If I were in the crowd, I would have still been with Jesus at this point. I am all about Jesus as my spiritual food. But then Jesus starts getting a little creepy, talking about eating his flesh and blood–eww. By the time we encounter Jesus finishing his teaching in today’s lesson, the crowd has thinned. Even some of his disciples, people who have been studying with him regularly, are defecting. Jesus comments, “The words that I have spoken to you are spirit and life. But among you there are some who do not believe.” And then John editorializes, “For Jesus knew from the first who were the ones that did not believe, and who was the one that would betray him.”
To me, this is a description of spiritual resistance. Belief in the gospel of John is always phrased in the Greek as “believe into”—in other words, belief is about where we put our trust. Belief is a spiritual assent, saying yes to God. Spiritual resistance, on the other hand, is an expression of a lack of trust.
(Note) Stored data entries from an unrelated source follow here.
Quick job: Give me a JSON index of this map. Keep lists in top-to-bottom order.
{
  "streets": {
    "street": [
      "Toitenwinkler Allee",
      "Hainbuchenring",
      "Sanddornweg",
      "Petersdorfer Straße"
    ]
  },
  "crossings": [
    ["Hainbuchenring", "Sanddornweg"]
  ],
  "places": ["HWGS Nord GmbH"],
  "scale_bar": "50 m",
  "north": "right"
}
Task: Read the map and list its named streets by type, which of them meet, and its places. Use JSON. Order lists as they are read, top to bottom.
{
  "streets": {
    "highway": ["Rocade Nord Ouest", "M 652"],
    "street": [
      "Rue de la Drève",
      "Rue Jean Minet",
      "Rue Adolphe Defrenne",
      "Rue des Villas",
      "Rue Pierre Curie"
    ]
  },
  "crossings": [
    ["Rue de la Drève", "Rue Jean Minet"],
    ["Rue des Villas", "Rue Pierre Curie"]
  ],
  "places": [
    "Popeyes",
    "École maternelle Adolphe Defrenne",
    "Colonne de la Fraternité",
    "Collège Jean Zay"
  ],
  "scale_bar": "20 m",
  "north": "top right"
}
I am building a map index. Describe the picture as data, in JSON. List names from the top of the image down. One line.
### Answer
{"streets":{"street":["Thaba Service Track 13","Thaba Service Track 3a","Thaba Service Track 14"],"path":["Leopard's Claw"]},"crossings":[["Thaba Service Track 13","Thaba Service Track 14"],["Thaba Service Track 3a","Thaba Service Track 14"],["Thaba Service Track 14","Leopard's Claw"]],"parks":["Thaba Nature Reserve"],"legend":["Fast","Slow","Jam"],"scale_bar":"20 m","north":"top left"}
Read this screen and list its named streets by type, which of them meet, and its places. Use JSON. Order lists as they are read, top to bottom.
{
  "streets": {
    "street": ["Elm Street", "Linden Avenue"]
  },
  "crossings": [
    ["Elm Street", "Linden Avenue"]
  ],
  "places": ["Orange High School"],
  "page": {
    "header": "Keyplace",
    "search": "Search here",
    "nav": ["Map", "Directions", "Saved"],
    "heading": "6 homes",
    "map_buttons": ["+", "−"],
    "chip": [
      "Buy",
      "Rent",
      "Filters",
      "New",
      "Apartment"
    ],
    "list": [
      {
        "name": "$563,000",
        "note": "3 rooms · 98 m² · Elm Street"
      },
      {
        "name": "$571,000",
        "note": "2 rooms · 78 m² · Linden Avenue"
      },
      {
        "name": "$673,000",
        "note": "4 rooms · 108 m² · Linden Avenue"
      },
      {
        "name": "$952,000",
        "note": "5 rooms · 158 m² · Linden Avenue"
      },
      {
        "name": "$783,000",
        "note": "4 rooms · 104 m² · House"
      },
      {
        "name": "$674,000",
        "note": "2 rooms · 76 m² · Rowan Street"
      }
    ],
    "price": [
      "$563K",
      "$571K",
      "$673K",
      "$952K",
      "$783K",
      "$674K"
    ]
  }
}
Spiritual resistance is about saying NO to God.
Spiritual resistance can take all kinds of forms: the need to be in control; believing we are unforgivable; addiction or busyness; thinking we know better than God and forging ahead without the humility to stop to pray for God’s guidance. Spiritual resistance turns us in on ourselves and away from God. That’s actually a classic definition of sin—to be “curved in on oneself.” Whatever the form, spiritual resistance is resisting God’s love for us. It’s resisting God’s unique purpose for our lives. It’s resisting the ways God wants to flow through us to others.
I have had ample opportunity to reflect on spiritual resistance in my own life. I’m going to share with you just one story as an example. Some of you know I was a stay-at-home parent for five years when my kids were small. It was a gift to spend the time being their primary caregiver. But about two years into the five-year journey, I started getting restless. I needed a place to put my creative energies beyond my kids. I started organizing neighborhood events, volunteering at the local school, getting involved in justice efforts. And it was all good.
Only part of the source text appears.